The company designs children’s products with an educational focus. Its premier offering is Brownstone Buddies, a line of multicultural dolls that include an African-American math whiz, a Spanish book lover and an Indian dancer. With their creations now selling briskly at FAO Schwarz (fao.com) and other outlets, the duo talk about lessons learned and what it really takes to form a successful enterprise.
ON SETTING UP THE BUSINESS: From inception they were determined to keep efficient records for business and legal purposes. Before taking their concepts and images public, they made sure their business plan, partnership agreement, copyrights, trademarks, nondisclosure agreements and legal team were all in place to protect their intellectual property and help them gain access to their chosen industries.
ON DEFINING A NICHE: The two friends had scoured retail stores and Web sites and found that none of the products truly reflected the diverse nature of their community. From market research and their own experience, they knew that when young children are exposed to positive cultural images, those messages leave a lasting impression. So they targeted the preschool set, providing them with toys that closely resembled the diversity of the real world. Brownstone Buddies resonated with kids, caregivers, collectors and other consumers.

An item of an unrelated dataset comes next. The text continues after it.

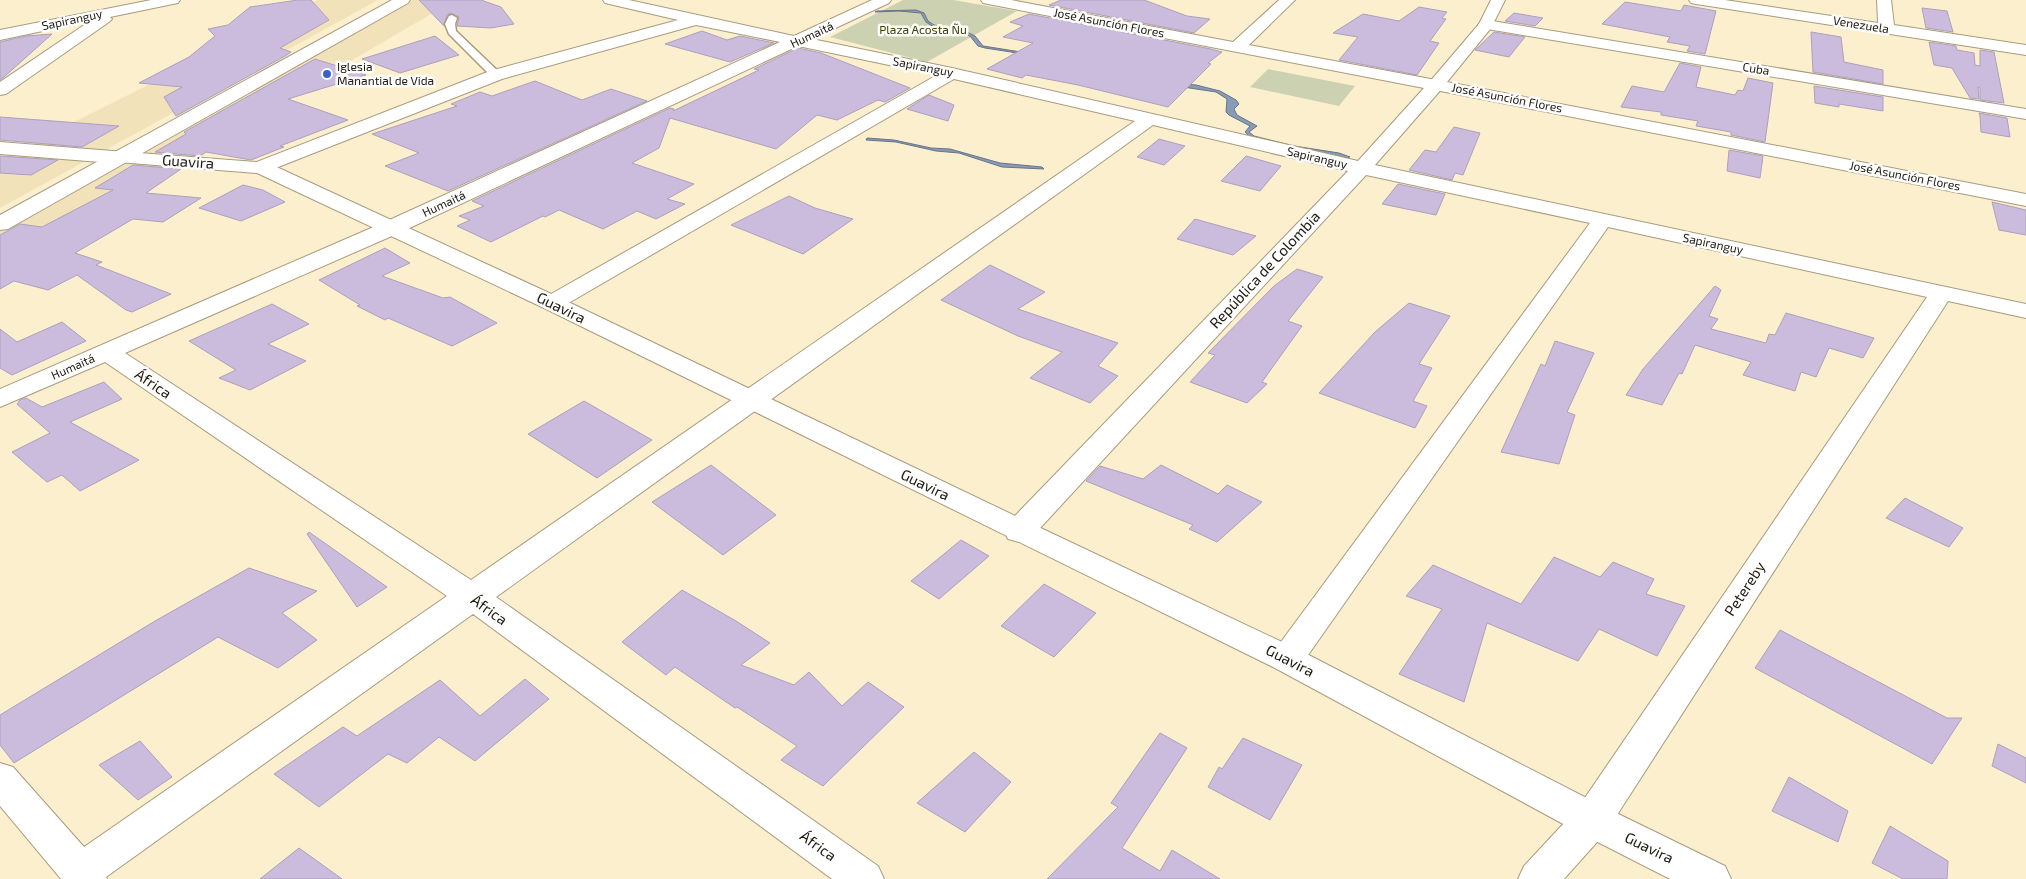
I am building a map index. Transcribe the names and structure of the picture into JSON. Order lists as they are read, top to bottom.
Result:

ON FAILING UP: In 2006 the Brownstone Buddies brand was the top pick of more than 200 entries in the FAO Toy Auditions. Winning a chance to launch their line at the legendary toy store was a game changer, but the rollout was stalled by an internal reorganization at FAO Schwarz and its subsequent acquisition by Toys “R” Us. It made the two designers wonder: Would their start-up survive? In 2009 FAO Schwarz launched their line. It was a difficult time, but hurdling over each challenge was an incentive for them to work harder for success.
Make sure partnership agreements, copyrights and trademarks are already in place.